Совладав с телом, я, наконец-то, сорвалась с места. Ринулась обратно в рощу, но заметила, что там, меж деревьев клубится все тот же странный молочно-белый туман. В голову пришла мысль – бежать в обход рощи, через небольшой деревянный мосток, там, где деревья росли уже не так густо. Сломя голову, я пересекла этот самый мост, и бежала все дальше от озера, боясь даже оглядываться.

«Беги-и-и, беги навстречу своей судьбе» – шептал мне чей-то неведомый голос.

***

Минув окраины рощи с редко растущими деревьями, я оказалась на шоссе, по которому в такой поздний час еще могли ездить машины. Путь домой теперь был намного больше, чем мне казалось изначально. Я шла по краю обочины, моля Бога о том, чтобы изредка проезжающие машины не притормаживали около меня. Не секрет, что одинокая девушка, идущая в поздний час вдоль дороги, может вызвать нездоровый интерес к себе. Меня до сих пор не отпускало чувство всепоглощающего страха и полной безнадежности, руки тряслись то ли от нервов, то ли от внезапно налетевшего прохладного ночного ветра, а недавно высохшие слезы вновь катились по щекам, оставляя влажные дорожки. Внутри меня словно образовалась пустота, которую медленно заполняло отчаяние. Ночную тишину нарушал лишь стрекот сверчков и шум листьев, взволнованных ветром.

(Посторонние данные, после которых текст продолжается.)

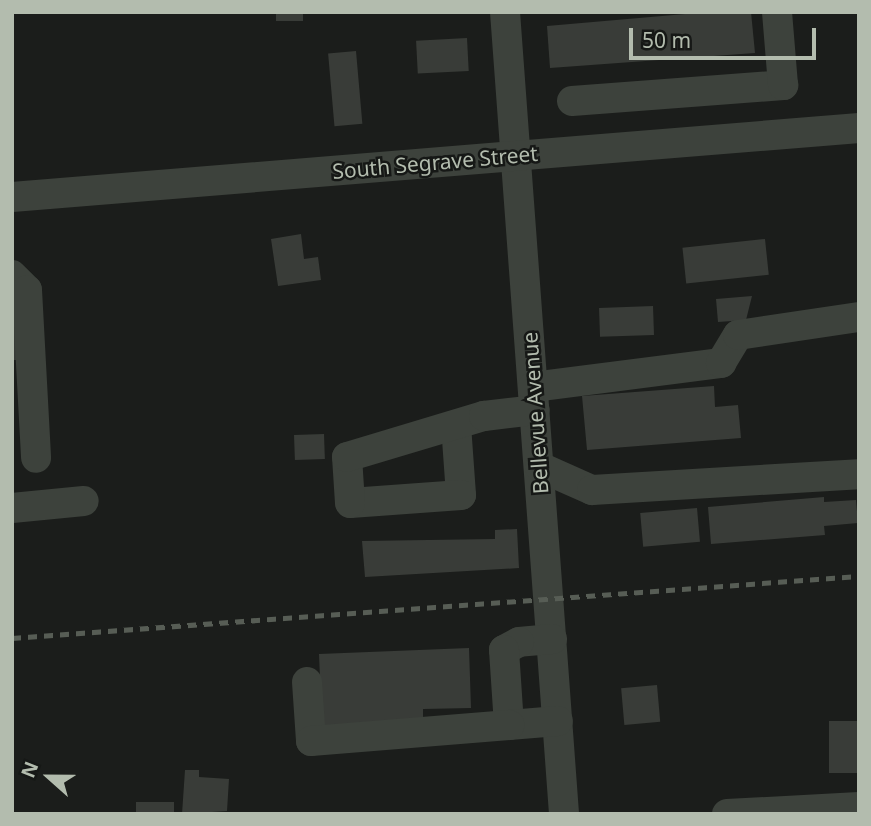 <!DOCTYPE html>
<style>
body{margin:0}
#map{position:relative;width:871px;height:826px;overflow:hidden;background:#1b1d1b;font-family:"Noto Sans",sans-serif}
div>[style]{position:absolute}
.building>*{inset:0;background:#393c38;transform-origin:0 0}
.minor>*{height:30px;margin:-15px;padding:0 15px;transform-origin:15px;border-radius:15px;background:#3d423c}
.rail>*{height:5px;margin-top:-2.5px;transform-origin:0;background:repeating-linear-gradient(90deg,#575d55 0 9px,transparent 0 16px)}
span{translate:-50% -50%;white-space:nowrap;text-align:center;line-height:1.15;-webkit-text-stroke:5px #161816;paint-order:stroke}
.street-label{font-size:21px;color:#b3bcae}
.frame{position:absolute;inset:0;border:14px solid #b3bcae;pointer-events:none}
.north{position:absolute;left:14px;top:742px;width:70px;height:70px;-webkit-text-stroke:5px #161816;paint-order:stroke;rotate:291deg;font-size:19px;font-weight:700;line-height:28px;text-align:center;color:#b3bcae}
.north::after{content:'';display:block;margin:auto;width:24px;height:32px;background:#b3bcae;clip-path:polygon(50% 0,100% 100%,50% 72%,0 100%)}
.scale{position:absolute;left:629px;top:28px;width:187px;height:32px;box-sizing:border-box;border:4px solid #b3bcae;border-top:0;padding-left:9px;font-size:21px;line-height:24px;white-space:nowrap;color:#b3bcae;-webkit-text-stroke:5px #161816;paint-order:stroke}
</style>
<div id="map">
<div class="building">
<div style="left:276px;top:12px;width:27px;height:9px"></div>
<div style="clip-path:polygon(708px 12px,751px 12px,755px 53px,550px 68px,547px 26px)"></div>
<div style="left:467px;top:38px;width:33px;height:51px;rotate:87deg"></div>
<div style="left:356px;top:51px;width:73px;height:28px;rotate:85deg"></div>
<div style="clip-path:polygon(301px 234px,304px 259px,318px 257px,321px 280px,278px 286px,271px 239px)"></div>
<div style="left:765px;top:239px;width:36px;height:83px;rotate:84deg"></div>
<div style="clip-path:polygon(12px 295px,17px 295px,20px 360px,12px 360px)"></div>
<div style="clip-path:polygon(752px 296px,746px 320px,718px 322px,716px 299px)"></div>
<div style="left:653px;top:306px;width:29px;height:54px;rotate:88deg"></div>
<div style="clip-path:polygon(714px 386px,715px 407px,738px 405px,741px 438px,587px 450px,582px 396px)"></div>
<div style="left:324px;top:434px;width:25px;height:30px;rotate:88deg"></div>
<div style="clip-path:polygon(824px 497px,824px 502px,856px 500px,858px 523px,824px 526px,825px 535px,711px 544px,708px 507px)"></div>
<div style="left:697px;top:508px;width:34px;height:57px;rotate:85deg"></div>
<div style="clip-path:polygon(517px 529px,519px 568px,365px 577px,362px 541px,495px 539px,495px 530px)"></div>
<div style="clip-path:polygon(469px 648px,471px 708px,423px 709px,423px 723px,322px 726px,319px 654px)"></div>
<div style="left:657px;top:685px;width:37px;height:36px;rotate:85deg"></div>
<div style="left:859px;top:721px;width:52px;height:30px;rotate:90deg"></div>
<div style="clip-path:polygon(185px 770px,199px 770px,199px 777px,229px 779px,227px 811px,182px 814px)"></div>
<div style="left:174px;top:802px;width:12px;height:38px;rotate:90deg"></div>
</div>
<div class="minor">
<div style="left:505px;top:12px;width:804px;rotate:85.79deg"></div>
<div style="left:572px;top:101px;width:212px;rotate:-4.3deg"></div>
<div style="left:783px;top:85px;width:73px;rotate:-94.7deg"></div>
<div style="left:12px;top:197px;width:850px;rotate:-4.66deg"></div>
<div style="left:12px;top:275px;width:21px;rotate:45deg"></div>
<div style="left:27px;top:290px;width:168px;rotate:86.9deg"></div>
<div style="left:533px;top:387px;width:190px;rotate:-7.3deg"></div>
<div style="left:721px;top:363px;width:33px;rotate:-59deg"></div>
<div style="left:738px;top:335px;width:122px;rotate:-8.5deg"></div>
<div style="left:456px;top:425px;width:70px;rotate:85.9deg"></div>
<div style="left:461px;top:495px;width:111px;rotate:175.9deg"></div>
<div style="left:350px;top:503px;width:46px;rotate:-93.7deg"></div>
<div style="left:347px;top:457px;width:143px;rotate:-16.7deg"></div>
<div style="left:484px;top:416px;width:51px;rotate:-6.7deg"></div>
<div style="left:540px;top:467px;width:57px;rotate:23.9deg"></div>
<div style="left:592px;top:490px;width:267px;rotate:-3.4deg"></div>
<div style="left:12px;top:508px;width:72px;rotate:-5.6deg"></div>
<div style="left:552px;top:639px;width:33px;rotate:175deg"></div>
<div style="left:519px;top:642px;width:17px;rotate:152deg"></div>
<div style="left:504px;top:650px;width:75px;rotate:86.2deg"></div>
<div style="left:509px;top:725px;width:49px;rotate:-4.7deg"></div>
<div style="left:307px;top:682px;width:59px;rotate:86.1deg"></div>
<div style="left:311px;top:741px;width:199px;rotate:-4.6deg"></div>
<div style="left:727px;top:814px;width:132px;rotate:-3deg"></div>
</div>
<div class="rail">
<div style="left:12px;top:638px;width:849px;rotate:-4.19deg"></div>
</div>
<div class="street-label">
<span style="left:435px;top:162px;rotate:-5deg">South Segrave Street</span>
<span style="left:535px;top:413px;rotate:-94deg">Bellevue Avenue</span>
</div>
<div class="frame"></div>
<div class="north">N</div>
<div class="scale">50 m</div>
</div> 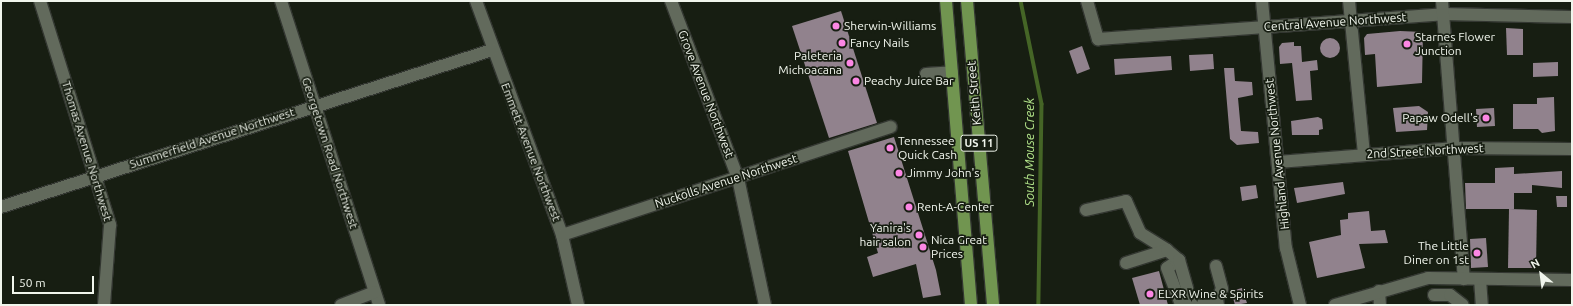 <!DOCTYPE html>
<style>
body{margin:0}
#map{position:relative;width:1573px;height:306px;overflow:hidden;background:#171e12;font-family:Ubuntu,sans-serif}
div>[style]{position:absolute}
.stream>*{height:3.5px;margin:-1.75px;padding:0 1.75px;transform-origin:1.75px;border-radius:1.75px;background:#456526}
.building>*{inset:0;background:#91828d}
.round{border-radius:50%}
.roads{filter:drop-shadow(1px 0 #333731) drop-shadow(-1px 0 #333731) drop-shadow(0 1px #333731) drop-shadow(0 -1px #333731)}
.minor>*{height:12px;margin:-6px;padding:0 6px;transform-origin:6px;border-radius:6px;background:#626a5c}
.major>*{height:12px;margin:-6px;padding:0 6px;transform-origin:6px;border-radius:6px;background:#719550}
.dots>*{width:11px;height:11px;translate:-50% -50%;box-sizing:border-box;border:2px solid #171e12;border-radius:50%}
span{translate:-50% -50%;white-space:nowrap;text-align:center;line-height:1.15;-webkit-text-stroke:3.5px #171e12;paint-order:stroke}
.shield-label span{padding:1px 3px;background:#171e12;border:1px solid;border-radius:3px;-webkit-text-stroke-width:0}
.shield-label{font-size:11px;color:#f0f5ec;font-weight:700}
.street-label{font-size:12px;color:#f0f5ec}
.poi-label{font-size:12px;color:#f0f5ec}
.left{translate:0 -50%;text-align:left}
.right{translate:-100% -50%;text-align:right}
.water-label{font-size:13px;color:#b0e188;font-style:italic}
.frame{position:absolute;inset:0;border:2px solid #f0f5ec;pointer-events:none}
.north{position:absolute;left:1521px;top:254px;width:40px;height:40px;-webkit-text-stroke:3px #171e12;paint-order:stroke;rotate:331deg;font-size:11px;font-weight:700;line-height:16px;text-align:center;color:#f0f5ec}
.north::after{content:'';display:block;margin:auto;width:14px;height:18px;background:#f0f5ec;clip-path:polygon(50% 0,100% 100%,50% 72%,0 100%)}
.scale{position:absolute;left:12px;top:276px;width:82px;height:18px;box-sizing:border-box;border:2px solid #f0f5ec;border-top:0;padding-left:5px;font-size:12px;line-height:14px;white-space:nowrap;color:#f0f5ec;-webkit-text-stroke:3px #171e12;paint-order:stroke}
</style>
<div id="map">
<div class="stream">
<i style="left:1021px;top:1px;width:105px;rotate:78.5deg"></i>
<i style="left:1042px;top:104px;width:201px;rotate:90.9deg"></i>
</div>
<div class="building">
<i style="clip-path:polygon(841px 11px,877px 123px,829px 138px,792px 26px)"></i>
<i style="clip-path:polygon(1506px 28px,1523px 29px,1523px 55px,1507px 55px)"></i>
<i style="clip-path:polygon(1400px 31px,1423px 32px,1422px 83px,1377px 87px,1375px 54px,1365px 55px,1364px 38px,1367px 34px)"></i>
<i class="round" style="left:1320px;top:38px;width:20px;height:20px"></i>
<i style="clip-path:polygon(1294px 42px,1294px 46px,1301px 46px,1302px 62px,1317px 60px,1318px 70px,1310px 71px,1312px 100px,1296px 101px,1292px 63px,1280px 64px,1279px 47px,1282px 43px)"></i>
<i style="clip-path:polygon(1082px 46px,1090px 69px,1077px 74px,1069px 51px)"></i>
<i style="clip-path:polygon(1213px 54px,1214px 69px,1190px 71px,1189px 55px)"></i>
<i style="clip-path:polygon(1171px 56px,1172px 70px,1115px 75px,1114px 59px)"></i>
<i style="clip-path:polygon(1558px 62px,1558px 76px,1533px 77px,1533px 63px)"></i>
<i style="clip-path:polygon(1224px 68px,1234px 68px,1235px 81px,1252px 82px,1253px 95px,1238px 98px,1241px 131px,1258px 132px,1259px 143px,1237px 145px,1230px 139px)"></i>
<i style="clip-path:polygon(1554px 97px,1555px 131px,1542px 133px,1538px 129px,1513px 129px,1513px 104px,1537px 104px,1537px 98px)"></i>
<i style="clip-path:polygon(1419px 106px,1428px 112px,1427px 130px,1396px 132px,1393px 108px)"></i>
<i style="clip-path:polygon(1494px 108px,1495px 126px,1477px 127px,1476px 109px)"></i>
<i style="clip-path:polygon(1318px 117px,1322px 119px,1323px 129px,1319px 130px,1319px 135px,1292px 135px,1291px 121px)"></i>
<i style="clip-path:polygon(894px 137px,936px 270px,941px 295px,923px 298px,916px 264px,873px 277px,867px 257px,878px 253px,848px 151px)"></i>
<i style="clip-path:polygon(1514px 167px,1514px 174px,1562px 171px,1562px 188px,1532px 185px,1532px 193px,1514px 193px,1514px 209px,1466px 209px,1465px 183px,1495px 183px,1495px 168px)"></i>
<i style="clip-path:polygon(1343px 182px,1345px 194px,1297px 203px,1294px 188px)"></i>
<i style="clip-path:polygon(1256px 185px,1258px 198px,1242px 201px,1240px 187px)"></i>
<i style="clip-path:polygon(1556px 196px,1567px 196px,1567px 207px,1557px 207px)"></i>
<i style="clip-path:polygon(1509px 209px,1537px 210px,1536px 268px,1508px 268px)"></i>
<i style="clip-path:polygon(1369px 211px,1371px 231px,1385px 230px,1388px 243px,1359px 244px,1365px 268px,1317px 278px,1309px 242px,1341px 235px,1340px 220px,1348px 219px,1348px 213px)"></i>
<i style="clip-path:polygon(1486px 238px,1488px 267px,1471px 268px,1470px 239px)"></i>
<i style="clip-path:polygon(1159px 271px,1168px 305px,1140px 305px,1132px 278px)"></i>
<i style="clip-path:polygon(1242px 288px,1247px 303px,1235px 305px,1231px 291px)"></i>
</div>
<div class="roads">
<div class="minor">
<i style="left:40px;top:1px;width:235px;rotate:72.6deg"></i>
<i style="left:110px;top:225px;width:80px;rotate:94.3deg"></i>
<i style="left:281px;top:1px;width:319px;rotate:72.1deg"></i>
<i style="left:476px;top:1px;width:249px;rotate:69.8deg"></i>
<i style="left:562px;top:235px;width:72px;rotate:77.1deg"></i>
<i style="left:671px;top:1px;width:189px;rotate:69.3deg"></i>
<i style="left:738px;top:178px;width:130px;rotate:78deg"></i>
<i style="left:1087px;top:1px;width:40px;rotate:74deg"></i>
<i style="left:1098px;top:39px;width:346px;rotate:-4.1deg"></i>
<i style="left:1443px;top:14px;width:129px;rotate:1.3deg"></i>
<i style="left:1262px;top:1px;width:248px;rotate:84.5deg"></i>
<i style="left:1286px;top:248px;width:59px;rotate:76.2deg"></i>
<i style="left:1349px;top:1px;width:154px;rotate:84.4deg"></i>
<i style="left:1442px;top:1px;width:279px;rotate:85.5deg"></i>
<i style="left:926px;top:74px;width:26px;rotate:-4deg"></i>
<i style="left:1278px;top:162px;width:178px;rotate:-4.5deg"></i>
<i style="left:1455px;top:148px;width:117px;rotate:0.5deg"></i>
<i style="left:1px;top:207px;width:515px;rotate:-17.73deg"></i>
<i style="left:1086px;top:210px;width:41px;rotate:-12.7deg"></i>
<i style="left:1126px;top:201px;width:35px;rotate:66deg"></i>
<i style="left:1140px;top:233px;width:32px;rotate:32deg"></i>
<i style="left:562px;top:235px;width:346px;rotate:-18.2deg"></i>
<i style="left:1179px;top:260px;width:14px;rotate:146deg"></i>
<i style="left:1167px;top:268px;width:40px;rotate:69deg"></i>
<i style="left:1126px;top:263px;width:43px;rotate:-17.6deg"></i>
<i style="left:1167px;top:250px;width:16px;rotate:40deg"></i>
<i style="left:1179px;top:260px;width:47px;rotate:73.9deg"></i>
<i style="left:1216px;top:266px;width:24px;rotate:75deg"></i>
<i style="left:1222px;top:289px;width:11px;rotate:117deg"></i>
<i style="left:1480px;top:279px;width:26px;rotate:86deg"></i>
<i style="left:1379px;top:291px;width:14px;rotate:86deg"></i>
<i style="left:1434px;top:295px;width:16px"></i>
<i style="left:1450px;top:295px;width:16px;rotate:38deg"></i>
<i style="left:341px;top:305px;width:36px;rotate:-21deg"></i>
<i style="left:1197px;top:305px;width:21px;rotate:-17deg"></i>
<i style="left:1217px;top:299px;width:6px;rotate:81deg"></i>
<i style="left:1335px;top:305px;width:97px;rotate:-16.2deg"></i>
<i style="left:1428px;top:278px;width:144px;rotate:0.8deg"></i>
</div>
<div class="major">
<i style="left:946px;top:1px;width:305px;rotate:85.3deg"></i>
<i style="left:967px;top:1px;width:305px;rotate:85.1deg"></i>
</div>
</div>
<div class="dots">
<i style="left:836px;top:26px;background:#fc86e4"></i>
<i style="left:842px;top:43px;background:#fc86e4"></i>
<i style="left:1407px;top:44px;background:#fc86e4"></i>
<i style="left:850px;top:63px;background:#fc86e4"></i>
<i style="left:856px;top:81px;background:#fc86e4"></i>
<i style="left:1486px;top:118px;background:#fc86e4"></i>
<i style="left:890px;top:148px;background:#fc86e4"></i>
<i style="left:899px;top:173px;background:#fc86e4"></i>
<i style="left:909px;top:207px;background:#fc86e4"></i>
<i style="left:919px;top:235px;background:#fc86e4"></i>
<i style="left:923px;top:247px;background:#fc86e4"></i>
<i style="left:1477px;top:253px;background:#fc86e4"></i>
<i style="left:1150px;top:294px;background:#fc86e4"></i>
</div>
<div class="shield-label">
<span style="left:979px;top:143px">US 11</span>
</div>
<div class="street-label">
<span style="left:1335px;top:22px;rotate:-4deg">Central Avenue Northwest</span>
<span style="left:974px;top:93px;rotate:-95deg">Keith Street</span>
<span style="left:706px;top:94px;rotate:69deg">Grove Avenue Northwest</span>
<span style="left:212px;top:138px;rotate:-18deg">Summerfield Avenue Northwest</span>
<span style="left:87px;top:151px;rotate:73deg">Thomas Avenue Northwest</span>
<span style="left:1425px;top:151px;rotate:-3deg">2nd Street Northwest</span>
<span style="left:531px;top:152px;rotate:69deg">Emmett Avenue Northwest</span>
<span style="left:330px;top:153px;rotate:72deg">Georgetown Road Northwest</span>
<span style="left:1277px;top:154px;rotate:-96deg">Highland Avenue Northwest</span>
<span style="left:726px;top:181px;rotate:-18deg">Nuckolls Avenue Northwest</span>
</div>
<div class="poi-label">
<span class="left" style="left:844px;top:26px">Sherwin-Williams</span>
<span class="left" style="left:1415px;top:44px">Starnes Flower<br>Junction</span>
<span class="left" style="left:850px;top:43px">Fancy Nails</span>
<span class="right" style="left:842px;top:63px">Paleteria<br>Michoacana</span>
<span class="left" style="left:864px;top:81px">Peachy Juice Bar</span>
<span class="right" style="left:1478px;top:118px">Papaw Odell's</span>
<span class="left" style="left:898px;top:148px">Tennessee<br>Quick Cash</span>
<span class="left" style="left:907px;top:173px">Jimmy John's</span>
<span class="left" style="left:917px;top:207px">Rent-A-Center</span>
<span class="right" style="left:911px;top:235px">Yanira's<br>hair salon</span>
<span class="left" style="left:931px;top:247px">Nica Great<br>Prices</span>
<span class="right" style="left:1469px;top:253px">The Little<br>Diner on 1st</span>
<span class="left" style="left:1158px;top:294px">ELXR Wine &amp; Spirits</span>
</div>
<div class="water-label">
<span style="left:1029px;top:152px;rotate:-90deg">South Mouse Creek</span>
</div>
<div class="frame"></div>
<div class="north">N</div>
<div class="scale">50 m</div>
</div>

Раздался звук приближающегося автомобиля, и вскоре подозрительно знакомая машина выехала мне навстречу из-за поворота, светя в лицо фарами. Со смешанным чувством ужаса и досады я узнала машину отца. Убегать куда-либо было бесполезно, да и никуда мне не убежать в таком состоянии. Вместо этого, я встала как вкопанная и, не веря собственным глазам, смотрела, как машина затормозила, и из нее вышел разъяренный отец. Страх сковал меня по рукам и ногам, нервы скрутились в тугой свинцовый комок, который невыносимо давил на сердце.